> **RECORDS**

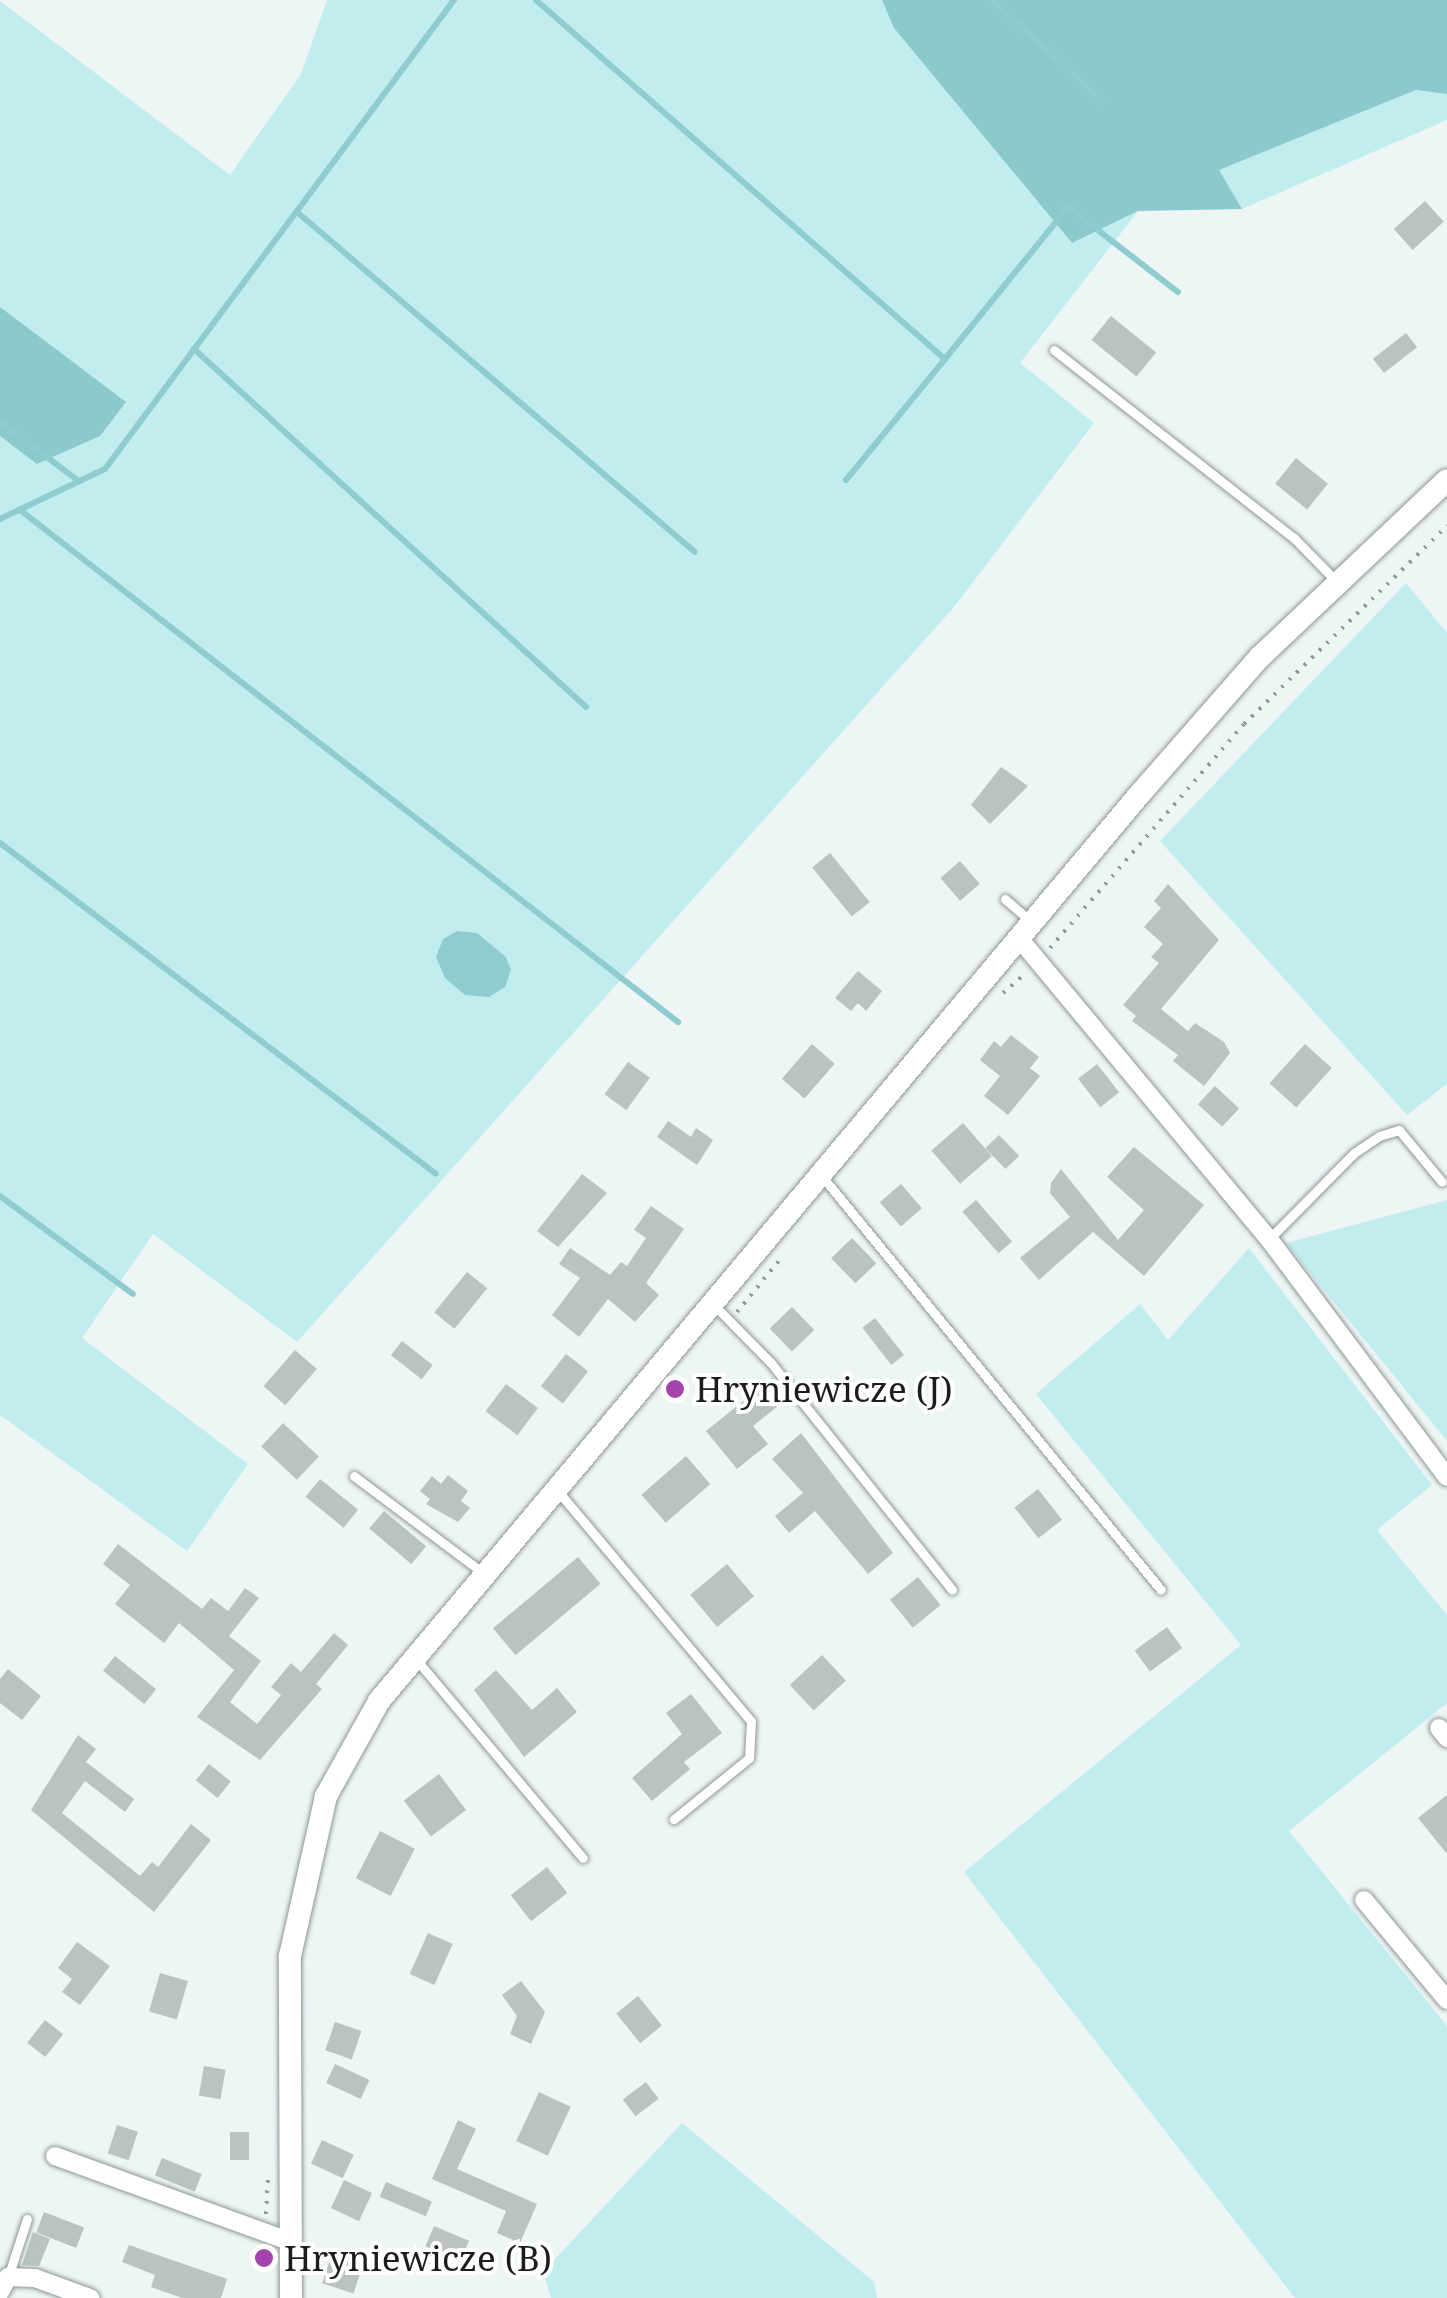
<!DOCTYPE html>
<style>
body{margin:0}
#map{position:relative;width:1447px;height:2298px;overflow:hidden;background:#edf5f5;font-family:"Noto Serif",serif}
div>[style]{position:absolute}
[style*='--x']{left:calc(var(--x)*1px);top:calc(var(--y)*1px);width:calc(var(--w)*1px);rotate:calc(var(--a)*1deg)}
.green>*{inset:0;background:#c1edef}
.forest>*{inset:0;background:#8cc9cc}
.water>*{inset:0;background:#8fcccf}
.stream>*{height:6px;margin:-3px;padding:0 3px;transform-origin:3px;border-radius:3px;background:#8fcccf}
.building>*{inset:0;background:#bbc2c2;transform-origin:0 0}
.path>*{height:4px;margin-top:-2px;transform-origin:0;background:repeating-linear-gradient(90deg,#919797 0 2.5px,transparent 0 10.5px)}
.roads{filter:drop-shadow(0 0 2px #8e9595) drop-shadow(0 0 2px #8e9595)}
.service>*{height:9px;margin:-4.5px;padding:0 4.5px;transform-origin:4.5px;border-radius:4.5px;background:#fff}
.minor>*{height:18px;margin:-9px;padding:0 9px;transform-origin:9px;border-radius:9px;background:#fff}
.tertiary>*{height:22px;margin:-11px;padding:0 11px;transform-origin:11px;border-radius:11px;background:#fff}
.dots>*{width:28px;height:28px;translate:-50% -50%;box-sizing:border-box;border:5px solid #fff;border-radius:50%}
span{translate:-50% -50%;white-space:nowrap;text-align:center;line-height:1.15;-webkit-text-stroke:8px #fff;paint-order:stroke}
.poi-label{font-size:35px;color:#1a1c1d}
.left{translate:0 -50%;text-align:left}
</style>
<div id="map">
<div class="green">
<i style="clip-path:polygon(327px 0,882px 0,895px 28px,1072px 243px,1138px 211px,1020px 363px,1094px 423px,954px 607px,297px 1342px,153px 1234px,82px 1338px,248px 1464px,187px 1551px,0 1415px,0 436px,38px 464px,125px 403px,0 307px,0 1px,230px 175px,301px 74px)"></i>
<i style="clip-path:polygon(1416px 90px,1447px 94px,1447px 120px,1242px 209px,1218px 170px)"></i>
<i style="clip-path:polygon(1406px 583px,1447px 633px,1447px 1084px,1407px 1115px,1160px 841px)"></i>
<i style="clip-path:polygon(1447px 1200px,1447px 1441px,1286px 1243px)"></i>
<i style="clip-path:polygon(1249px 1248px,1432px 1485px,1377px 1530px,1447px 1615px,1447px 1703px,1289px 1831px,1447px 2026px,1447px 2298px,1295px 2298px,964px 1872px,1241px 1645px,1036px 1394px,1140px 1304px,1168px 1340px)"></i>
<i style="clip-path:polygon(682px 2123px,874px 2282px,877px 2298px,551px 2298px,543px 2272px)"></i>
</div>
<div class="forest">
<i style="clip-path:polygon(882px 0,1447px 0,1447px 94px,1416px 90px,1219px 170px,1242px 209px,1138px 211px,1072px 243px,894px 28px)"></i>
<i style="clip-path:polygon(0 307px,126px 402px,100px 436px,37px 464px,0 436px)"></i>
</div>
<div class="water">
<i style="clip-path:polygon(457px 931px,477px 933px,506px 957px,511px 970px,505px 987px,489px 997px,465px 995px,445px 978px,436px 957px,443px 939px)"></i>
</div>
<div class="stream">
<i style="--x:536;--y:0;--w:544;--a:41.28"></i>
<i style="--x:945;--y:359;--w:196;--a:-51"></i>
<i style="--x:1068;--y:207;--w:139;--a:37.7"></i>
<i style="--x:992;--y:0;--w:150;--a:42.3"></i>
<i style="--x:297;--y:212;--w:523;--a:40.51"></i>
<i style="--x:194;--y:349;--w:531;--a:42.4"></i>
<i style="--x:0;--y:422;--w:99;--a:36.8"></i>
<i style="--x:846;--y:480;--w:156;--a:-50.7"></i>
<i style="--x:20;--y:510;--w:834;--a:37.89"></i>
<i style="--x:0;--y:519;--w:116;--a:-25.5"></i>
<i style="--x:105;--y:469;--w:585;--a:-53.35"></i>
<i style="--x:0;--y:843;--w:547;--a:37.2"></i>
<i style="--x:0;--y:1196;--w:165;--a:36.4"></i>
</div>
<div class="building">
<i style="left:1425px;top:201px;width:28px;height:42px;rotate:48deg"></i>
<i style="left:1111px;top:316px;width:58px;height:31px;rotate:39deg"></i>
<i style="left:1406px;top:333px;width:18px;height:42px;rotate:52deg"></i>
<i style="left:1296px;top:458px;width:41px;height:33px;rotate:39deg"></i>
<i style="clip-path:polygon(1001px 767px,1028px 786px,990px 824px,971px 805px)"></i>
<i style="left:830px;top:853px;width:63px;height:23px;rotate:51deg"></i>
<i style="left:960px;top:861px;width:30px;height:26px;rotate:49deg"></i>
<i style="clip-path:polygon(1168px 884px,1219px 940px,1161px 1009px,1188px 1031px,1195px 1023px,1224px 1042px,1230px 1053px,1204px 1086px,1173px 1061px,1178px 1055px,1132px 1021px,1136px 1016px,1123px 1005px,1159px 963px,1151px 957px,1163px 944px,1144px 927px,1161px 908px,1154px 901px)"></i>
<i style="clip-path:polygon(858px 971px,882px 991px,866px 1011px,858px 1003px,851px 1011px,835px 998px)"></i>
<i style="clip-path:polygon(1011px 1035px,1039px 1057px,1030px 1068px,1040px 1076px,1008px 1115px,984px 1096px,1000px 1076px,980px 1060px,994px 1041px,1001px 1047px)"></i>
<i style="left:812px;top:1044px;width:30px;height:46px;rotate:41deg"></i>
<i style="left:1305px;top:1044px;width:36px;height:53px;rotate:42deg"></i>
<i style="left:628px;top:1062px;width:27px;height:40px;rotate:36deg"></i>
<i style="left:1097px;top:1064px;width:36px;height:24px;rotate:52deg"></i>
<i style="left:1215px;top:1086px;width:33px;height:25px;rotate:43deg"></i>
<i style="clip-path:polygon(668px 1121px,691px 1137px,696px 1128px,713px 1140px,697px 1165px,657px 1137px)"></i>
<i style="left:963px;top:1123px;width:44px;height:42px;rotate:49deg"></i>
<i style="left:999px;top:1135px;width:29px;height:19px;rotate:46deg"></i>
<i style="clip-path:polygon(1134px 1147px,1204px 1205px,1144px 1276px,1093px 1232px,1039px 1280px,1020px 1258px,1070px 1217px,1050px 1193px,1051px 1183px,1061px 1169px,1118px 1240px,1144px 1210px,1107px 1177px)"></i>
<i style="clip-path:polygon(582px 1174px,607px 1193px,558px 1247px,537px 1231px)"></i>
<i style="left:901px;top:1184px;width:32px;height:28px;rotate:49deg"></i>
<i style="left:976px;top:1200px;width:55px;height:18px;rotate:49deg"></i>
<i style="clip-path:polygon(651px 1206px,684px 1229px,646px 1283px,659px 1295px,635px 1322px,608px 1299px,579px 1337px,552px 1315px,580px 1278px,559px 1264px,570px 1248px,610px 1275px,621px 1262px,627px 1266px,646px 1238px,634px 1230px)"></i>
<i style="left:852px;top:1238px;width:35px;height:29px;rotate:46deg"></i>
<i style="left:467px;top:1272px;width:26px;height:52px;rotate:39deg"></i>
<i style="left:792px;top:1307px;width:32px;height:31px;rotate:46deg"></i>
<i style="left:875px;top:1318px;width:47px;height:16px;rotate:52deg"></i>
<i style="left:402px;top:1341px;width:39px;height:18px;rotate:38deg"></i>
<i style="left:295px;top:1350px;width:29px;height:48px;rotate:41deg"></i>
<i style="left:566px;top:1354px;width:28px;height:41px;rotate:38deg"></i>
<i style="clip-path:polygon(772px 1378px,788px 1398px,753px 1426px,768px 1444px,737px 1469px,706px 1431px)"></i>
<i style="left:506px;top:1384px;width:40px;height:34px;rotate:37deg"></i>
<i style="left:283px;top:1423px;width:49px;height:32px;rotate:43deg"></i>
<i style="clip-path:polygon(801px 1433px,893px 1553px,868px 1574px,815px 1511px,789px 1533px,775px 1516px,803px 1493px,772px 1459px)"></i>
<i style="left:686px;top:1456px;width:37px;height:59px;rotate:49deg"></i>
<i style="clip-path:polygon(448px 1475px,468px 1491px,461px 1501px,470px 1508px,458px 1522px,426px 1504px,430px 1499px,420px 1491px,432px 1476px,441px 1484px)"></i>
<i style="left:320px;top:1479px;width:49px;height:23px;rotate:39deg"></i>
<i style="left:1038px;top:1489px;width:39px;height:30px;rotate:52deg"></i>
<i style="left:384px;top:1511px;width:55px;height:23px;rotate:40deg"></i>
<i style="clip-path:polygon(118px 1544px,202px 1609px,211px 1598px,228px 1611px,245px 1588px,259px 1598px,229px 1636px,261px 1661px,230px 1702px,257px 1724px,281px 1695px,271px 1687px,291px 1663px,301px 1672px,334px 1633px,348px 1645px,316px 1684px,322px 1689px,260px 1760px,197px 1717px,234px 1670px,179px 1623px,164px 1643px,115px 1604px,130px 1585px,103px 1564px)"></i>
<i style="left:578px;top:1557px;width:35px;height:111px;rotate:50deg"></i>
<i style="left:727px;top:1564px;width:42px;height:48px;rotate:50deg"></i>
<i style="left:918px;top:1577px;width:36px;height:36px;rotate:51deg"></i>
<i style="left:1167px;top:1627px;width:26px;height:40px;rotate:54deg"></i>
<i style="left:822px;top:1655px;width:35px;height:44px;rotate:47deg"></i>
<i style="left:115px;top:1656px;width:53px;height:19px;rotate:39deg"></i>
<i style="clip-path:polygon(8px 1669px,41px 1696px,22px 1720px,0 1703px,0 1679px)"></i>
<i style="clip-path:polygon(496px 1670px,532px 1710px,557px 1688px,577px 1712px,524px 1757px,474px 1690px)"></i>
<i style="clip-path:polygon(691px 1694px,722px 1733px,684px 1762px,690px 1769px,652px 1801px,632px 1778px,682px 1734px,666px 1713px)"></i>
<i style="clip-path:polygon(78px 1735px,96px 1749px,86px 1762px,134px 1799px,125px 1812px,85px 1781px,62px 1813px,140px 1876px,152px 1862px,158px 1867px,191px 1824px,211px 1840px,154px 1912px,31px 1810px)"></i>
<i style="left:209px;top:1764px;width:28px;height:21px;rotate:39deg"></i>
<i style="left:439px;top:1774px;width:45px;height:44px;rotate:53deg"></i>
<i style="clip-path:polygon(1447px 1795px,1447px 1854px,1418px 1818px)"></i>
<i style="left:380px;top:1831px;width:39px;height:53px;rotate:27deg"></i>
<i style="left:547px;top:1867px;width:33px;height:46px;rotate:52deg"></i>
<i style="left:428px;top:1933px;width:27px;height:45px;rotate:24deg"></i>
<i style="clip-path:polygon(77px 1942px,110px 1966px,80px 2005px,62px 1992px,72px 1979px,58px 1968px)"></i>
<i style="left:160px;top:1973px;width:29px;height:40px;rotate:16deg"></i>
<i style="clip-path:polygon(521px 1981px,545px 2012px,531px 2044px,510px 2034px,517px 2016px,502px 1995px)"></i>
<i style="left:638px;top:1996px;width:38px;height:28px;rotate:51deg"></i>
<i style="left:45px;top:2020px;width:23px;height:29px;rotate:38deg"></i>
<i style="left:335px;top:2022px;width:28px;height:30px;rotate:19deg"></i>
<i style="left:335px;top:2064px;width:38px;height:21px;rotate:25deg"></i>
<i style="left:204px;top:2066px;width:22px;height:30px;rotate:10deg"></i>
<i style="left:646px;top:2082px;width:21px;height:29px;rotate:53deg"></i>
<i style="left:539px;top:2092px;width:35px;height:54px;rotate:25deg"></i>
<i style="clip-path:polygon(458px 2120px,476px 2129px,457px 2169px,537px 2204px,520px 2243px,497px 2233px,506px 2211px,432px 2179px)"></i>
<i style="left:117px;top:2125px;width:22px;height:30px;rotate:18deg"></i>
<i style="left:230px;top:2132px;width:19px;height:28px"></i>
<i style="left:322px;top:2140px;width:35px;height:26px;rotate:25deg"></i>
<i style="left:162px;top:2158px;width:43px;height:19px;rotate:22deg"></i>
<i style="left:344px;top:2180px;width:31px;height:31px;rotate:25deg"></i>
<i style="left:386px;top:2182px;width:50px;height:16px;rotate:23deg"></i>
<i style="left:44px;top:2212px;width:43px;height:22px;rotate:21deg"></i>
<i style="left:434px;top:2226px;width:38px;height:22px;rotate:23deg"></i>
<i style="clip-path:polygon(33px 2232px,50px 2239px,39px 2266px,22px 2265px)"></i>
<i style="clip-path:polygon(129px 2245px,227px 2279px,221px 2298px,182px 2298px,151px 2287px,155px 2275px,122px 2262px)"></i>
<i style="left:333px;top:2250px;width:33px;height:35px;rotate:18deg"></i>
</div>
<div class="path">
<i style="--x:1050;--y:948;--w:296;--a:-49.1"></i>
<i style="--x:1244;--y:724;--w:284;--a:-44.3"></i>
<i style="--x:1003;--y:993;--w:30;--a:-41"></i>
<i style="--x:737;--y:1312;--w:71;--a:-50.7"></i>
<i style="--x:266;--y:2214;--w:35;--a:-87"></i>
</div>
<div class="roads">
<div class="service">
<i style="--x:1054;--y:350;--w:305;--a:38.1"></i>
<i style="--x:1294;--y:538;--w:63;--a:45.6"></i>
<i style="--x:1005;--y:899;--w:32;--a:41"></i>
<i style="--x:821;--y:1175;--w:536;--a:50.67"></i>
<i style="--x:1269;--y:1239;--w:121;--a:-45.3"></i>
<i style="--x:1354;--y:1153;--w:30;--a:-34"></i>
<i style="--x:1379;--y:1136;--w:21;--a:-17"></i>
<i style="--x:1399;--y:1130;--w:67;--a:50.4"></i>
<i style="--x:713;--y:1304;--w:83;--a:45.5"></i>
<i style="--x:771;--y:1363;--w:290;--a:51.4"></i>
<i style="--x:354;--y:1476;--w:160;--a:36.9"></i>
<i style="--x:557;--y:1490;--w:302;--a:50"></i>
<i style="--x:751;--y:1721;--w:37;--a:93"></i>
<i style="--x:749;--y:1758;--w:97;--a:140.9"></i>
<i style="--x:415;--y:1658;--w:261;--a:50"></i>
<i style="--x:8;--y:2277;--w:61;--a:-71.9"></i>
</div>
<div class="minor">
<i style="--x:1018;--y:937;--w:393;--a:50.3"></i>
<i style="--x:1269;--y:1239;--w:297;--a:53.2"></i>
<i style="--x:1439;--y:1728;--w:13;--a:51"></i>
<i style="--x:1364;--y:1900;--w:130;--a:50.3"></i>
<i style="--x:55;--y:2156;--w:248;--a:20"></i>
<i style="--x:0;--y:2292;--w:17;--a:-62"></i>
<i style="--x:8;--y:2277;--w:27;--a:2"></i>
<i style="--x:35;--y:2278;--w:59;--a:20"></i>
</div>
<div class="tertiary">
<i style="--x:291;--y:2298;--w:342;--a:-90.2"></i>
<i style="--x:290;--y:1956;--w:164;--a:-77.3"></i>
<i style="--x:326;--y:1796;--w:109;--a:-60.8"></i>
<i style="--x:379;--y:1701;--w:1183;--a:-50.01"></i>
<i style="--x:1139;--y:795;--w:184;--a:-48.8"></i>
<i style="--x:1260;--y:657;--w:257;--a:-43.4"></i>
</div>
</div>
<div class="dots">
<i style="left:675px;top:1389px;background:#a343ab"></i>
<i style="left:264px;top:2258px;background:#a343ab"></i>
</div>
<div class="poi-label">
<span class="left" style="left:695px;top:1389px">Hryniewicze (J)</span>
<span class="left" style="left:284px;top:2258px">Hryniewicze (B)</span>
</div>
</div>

> **TASK BRIEF**
What is the number of lines in the material above that carry the word "stream"? Respond with that count and nothing more.

> **ANSWER BOX**
2